Thirdly, we have focused on high-tech businesses, by and large, today. However, there are many small businesses in market towns and small industrial estates throughout the country making traditional products. For those businesses, innovation is just as important as it is for high-tech companies. The product life cycle has shortened tremendously in the past few years, as rapid prototyping, stereolithography, computer-aided design and more flexible machine tools have made new products quicker to produce. As a result, traditional companies are under the same pressure to innovate as the more sexy high-tech companies, so that sector must not be ignored.

Finally, there will be innovation only if small businesses are successful and make profits. After the first five months of the new Government, the signs are not encouraging.
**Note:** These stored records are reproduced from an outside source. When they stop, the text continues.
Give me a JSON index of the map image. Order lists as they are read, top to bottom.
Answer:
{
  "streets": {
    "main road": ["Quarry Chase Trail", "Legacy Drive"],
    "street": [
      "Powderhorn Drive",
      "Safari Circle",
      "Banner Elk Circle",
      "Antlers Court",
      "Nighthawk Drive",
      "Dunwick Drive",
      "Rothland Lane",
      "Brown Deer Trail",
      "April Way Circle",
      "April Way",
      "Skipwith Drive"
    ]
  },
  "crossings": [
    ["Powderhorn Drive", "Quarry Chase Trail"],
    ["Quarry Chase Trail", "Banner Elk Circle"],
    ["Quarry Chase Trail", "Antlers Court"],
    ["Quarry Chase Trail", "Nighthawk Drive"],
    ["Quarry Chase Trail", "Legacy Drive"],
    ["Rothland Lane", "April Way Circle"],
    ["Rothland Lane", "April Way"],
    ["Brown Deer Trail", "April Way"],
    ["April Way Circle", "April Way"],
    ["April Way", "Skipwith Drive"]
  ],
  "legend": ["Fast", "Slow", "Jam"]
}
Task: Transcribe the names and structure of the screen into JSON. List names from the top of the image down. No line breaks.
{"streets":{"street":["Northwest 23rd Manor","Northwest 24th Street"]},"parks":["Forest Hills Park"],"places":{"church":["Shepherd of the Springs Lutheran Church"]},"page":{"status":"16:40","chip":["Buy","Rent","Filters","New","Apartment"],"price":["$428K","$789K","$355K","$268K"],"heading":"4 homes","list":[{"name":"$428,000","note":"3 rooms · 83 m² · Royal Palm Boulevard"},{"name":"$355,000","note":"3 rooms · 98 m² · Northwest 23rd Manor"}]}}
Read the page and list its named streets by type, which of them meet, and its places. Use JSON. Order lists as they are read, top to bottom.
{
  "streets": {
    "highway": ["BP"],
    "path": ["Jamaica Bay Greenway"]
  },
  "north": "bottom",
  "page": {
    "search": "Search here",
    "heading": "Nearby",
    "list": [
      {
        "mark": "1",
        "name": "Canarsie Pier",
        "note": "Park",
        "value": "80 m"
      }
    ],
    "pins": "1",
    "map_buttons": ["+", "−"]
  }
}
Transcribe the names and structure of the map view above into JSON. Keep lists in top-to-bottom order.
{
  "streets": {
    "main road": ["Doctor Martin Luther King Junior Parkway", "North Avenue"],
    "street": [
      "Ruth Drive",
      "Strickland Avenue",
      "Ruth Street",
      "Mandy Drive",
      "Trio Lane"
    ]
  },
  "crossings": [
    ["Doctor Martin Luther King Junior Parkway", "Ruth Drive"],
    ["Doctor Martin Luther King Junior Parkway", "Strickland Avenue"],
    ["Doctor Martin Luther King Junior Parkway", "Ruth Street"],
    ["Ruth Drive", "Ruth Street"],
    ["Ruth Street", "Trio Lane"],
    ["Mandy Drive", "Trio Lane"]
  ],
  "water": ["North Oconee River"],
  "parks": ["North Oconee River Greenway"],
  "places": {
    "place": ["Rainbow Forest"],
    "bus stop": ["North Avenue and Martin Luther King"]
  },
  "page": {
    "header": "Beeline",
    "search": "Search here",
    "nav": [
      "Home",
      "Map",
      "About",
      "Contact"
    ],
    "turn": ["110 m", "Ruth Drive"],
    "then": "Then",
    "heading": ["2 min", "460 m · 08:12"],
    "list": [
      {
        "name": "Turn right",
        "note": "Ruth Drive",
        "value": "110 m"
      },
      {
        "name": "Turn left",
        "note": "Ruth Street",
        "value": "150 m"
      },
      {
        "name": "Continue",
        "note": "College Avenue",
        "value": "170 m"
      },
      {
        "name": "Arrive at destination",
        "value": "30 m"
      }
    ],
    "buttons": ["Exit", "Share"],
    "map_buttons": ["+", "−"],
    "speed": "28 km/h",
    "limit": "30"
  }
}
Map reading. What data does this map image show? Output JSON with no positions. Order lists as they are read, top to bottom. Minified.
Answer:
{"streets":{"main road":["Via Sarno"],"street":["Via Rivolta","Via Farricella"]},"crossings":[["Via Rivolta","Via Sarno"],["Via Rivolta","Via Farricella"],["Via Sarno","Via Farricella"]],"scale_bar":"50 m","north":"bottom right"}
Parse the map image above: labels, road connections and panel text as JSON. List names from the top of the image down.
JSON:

There have been five increases in interest rates, there is an overvalued exchange rate, more regulation is threatened, with the setting up of the food standards agency, flexibility has been undermined by the social chapter, small businesses face a higher pension bill, and the apparent relaxation of planning policy guidance 6 for supermarkets in towns will undermine many small businesses in traditional high streets. In addition, the scope of the competition Bill has been widened to include the vertical integration of many industries, including the pharmaceutical industry, the public house sector and electrical retailing. My hon. Friend the Member for Billericay (Mrs. Gorman) has already mentioned the minimum wage.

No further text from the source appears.